Everything in the entries below must be output exactly, apart from the pictures.
━━━━━━━━
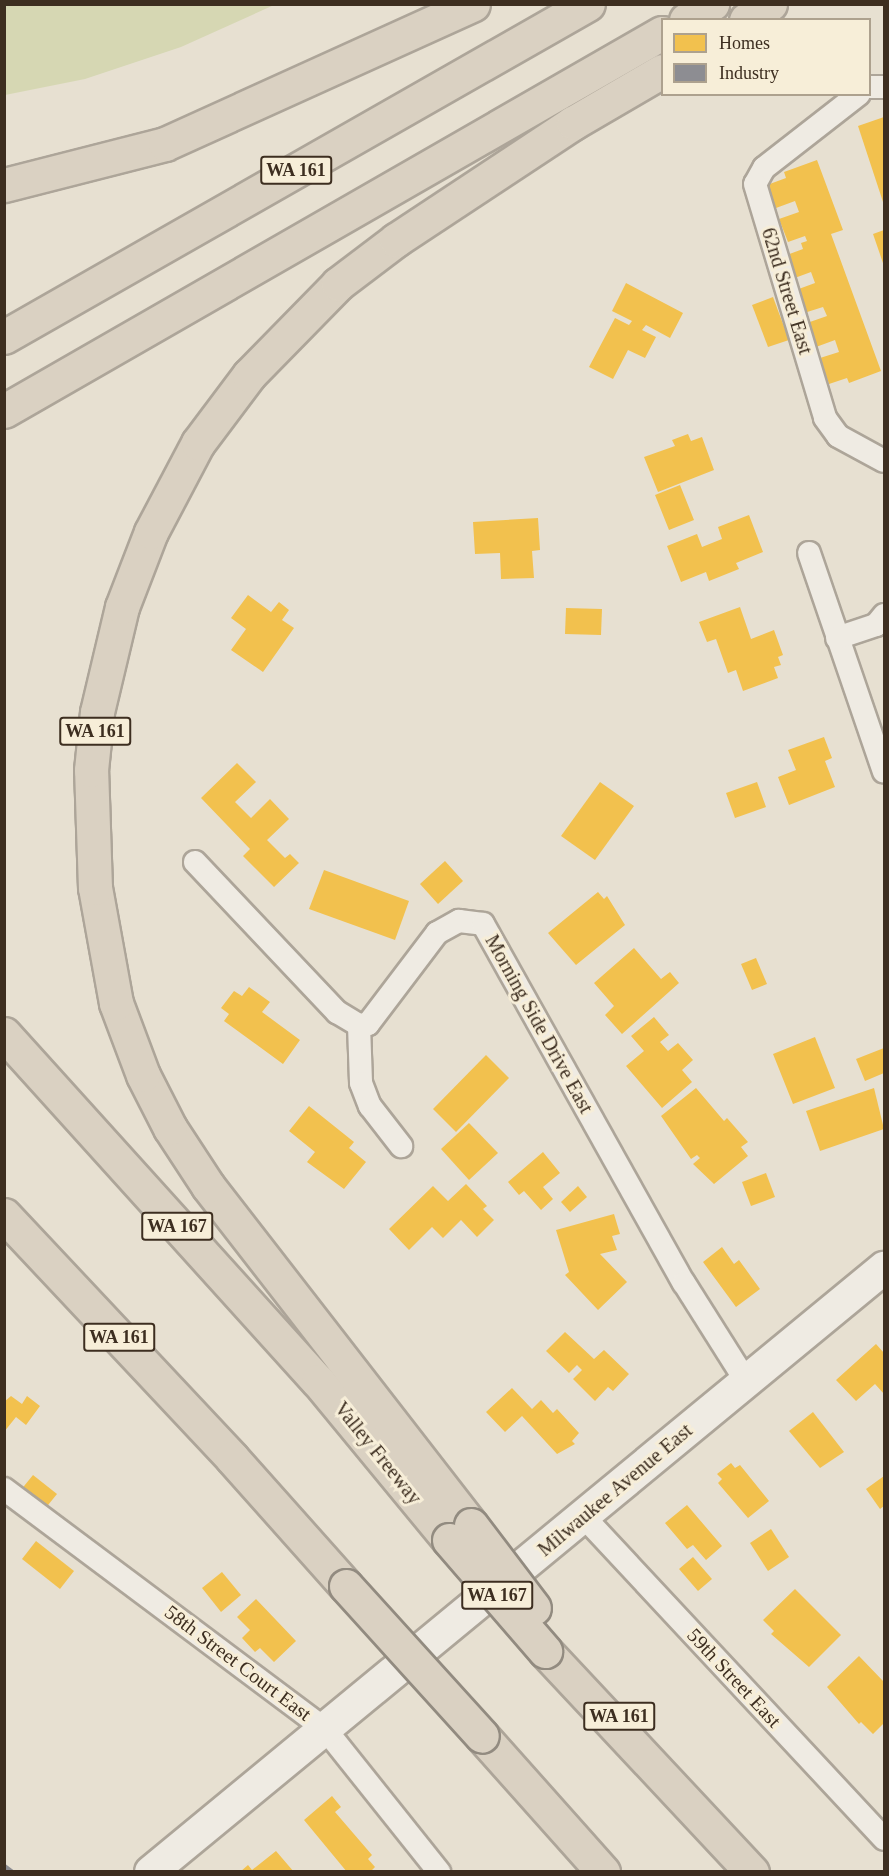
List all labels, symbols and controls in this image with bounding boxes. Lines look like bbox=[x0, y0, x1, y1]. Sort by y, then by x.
legend bbox=[661, 18, 871, 96]
text: Homes bbox=[719, 33, 770, 53]
text: Industry bbox=[719, 63, 779, 83]
road number: WA 161 bbox=[258, 155, 334, 185]
street label: 62nd Street East bbox=[756, 225, 818, 357]
road number: WA 161 bbox=[58, 716, 132, 746]
street label: Morning Side Drive East bbox=[480, 930, 598, 1118]
road number: WA 167 bbox=[140, 1211, 214, 1241]
road number: WA 161 bbox=[82, 1322, 156, 1352]
street label: Valley Freeway bbox=[329, 1397, 427, 1509]
street label: Milwaukee Avenue East bbox=[533, 1418, 697, 1562]
road number: WA 167 bbox=[460, 1580, 534, 1610]
street label: 58th Street Court East bbox=[160, 1600, 316, 1726]
street label: 59th Street East bbox=[682, 1624, 786, 1732]
road number: WA 161 bbox=[582, 1701, 656, 1731]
━━━━━━━━
(Your solution):
List all labels, symbols and controls in this image with bounding boxes. Lines look like bbox=[x0, y0, x1, y1]. Sort by y, then by x.
legend bbox=[661, 18, 871, 96]
text: Homes bbox=[719, 33, 770, 53]
text: Industry bbox=[719, 63, 779, 83]
road number: WA 161 bbox=[258, 155, 334, 185]
street label: 62nd Street East bbox=[756, 225, 818, 357]
road number: WA 161 bbox=[58, 716, 132, 746]
street label: Morning Side Drive East bbox=[480, 930, 598, 1118]
road number: WA 167 bbox=[140, 1211, 214, 1241]
road number: WA 161 bbox=[82, 1322, 156, 1352]
street label: Valley Freeway bbox=[329, 1397, 427, 1509]
street label: Milwaukee Avenue East bbox=[533, 1418, 697, 1562]
road number: WA 167 bbox=[460, 1580, 534, 1610]
street label: 58th Street Court East bbox=[160, 1600, 316, 1726]
street label: 59th Street East bbox=[682, 1624, 786, 1732]
road number: WA 161 bbox=[582, 1701, 656, 1731]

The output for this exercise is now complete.